NEW YORK, Dec. 10 (Xinhua) -- Oil prices rose noticeably on Thursday amid growing risk appetite.
The West Texas Intermediate for January delivery advanced 1.26 U.S. dollars to settle at 46.78 dollars a barrel on the New York Mercantile Exchange, while Brent crude for February delivery increased 1.39 dollars to close at 50.25 dollars a barrel on the London ICE Futures Exchange. It marks the first time since early March that Brent has settled above 50 dollars a barrel.
The market gains came despite the latest data showing a surprise jump in U.S. crude stockpiles last week.
U.S. crude oil inventories increased by 15.2 million barrels during the week ending Dec. 4, the U.S. Energy Information Administration (EIA) said in a report on Wednesday. Analysts polled by S&P Global Platts had estimated the EIA publication to show a decline of 700,000 barrels in U.S. crude supplies.
"We recently highlighted the excessive optimism among oil market participants, which is likely to have driven up oil prices despite all the risks," Eugen Weinberg, energy analyst at Commerzbank Research, said in a note Thursday.
"It seems that cheap money, good sentiment on the stock market and hopes that demand will soon normalise thanks to corona vaccines count for more than the reality," he added.
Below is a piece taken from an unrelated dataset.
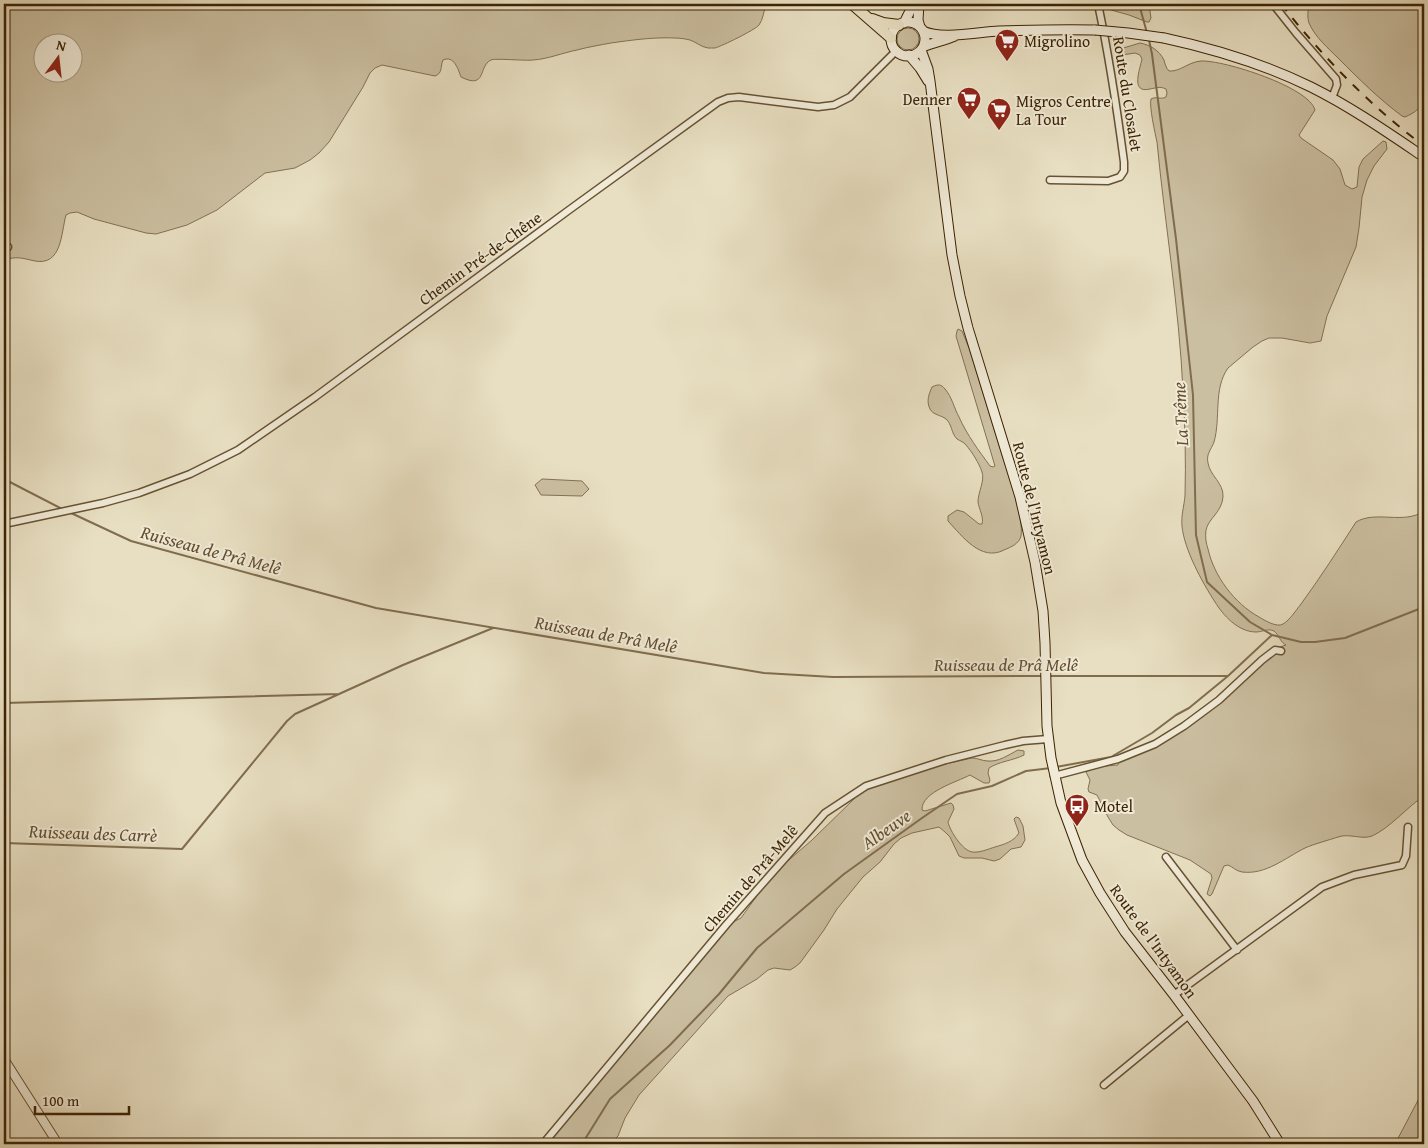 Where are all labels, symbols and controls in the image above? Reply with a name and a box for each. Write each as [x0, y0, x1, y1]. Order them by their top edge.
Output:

Meanwhile, experts cautioned that the risks to the oil price remain high on both the demand and supply sides.
The Organization of the Petroleum Exporting Countries (OPEC) and its allies agreed last week to increase oil production by 500,000 barrels per day (bpd) from January, meaning the group's output curbs would be 7.2 million bpd early next year, compared with current cuts of 7.7 million bpd.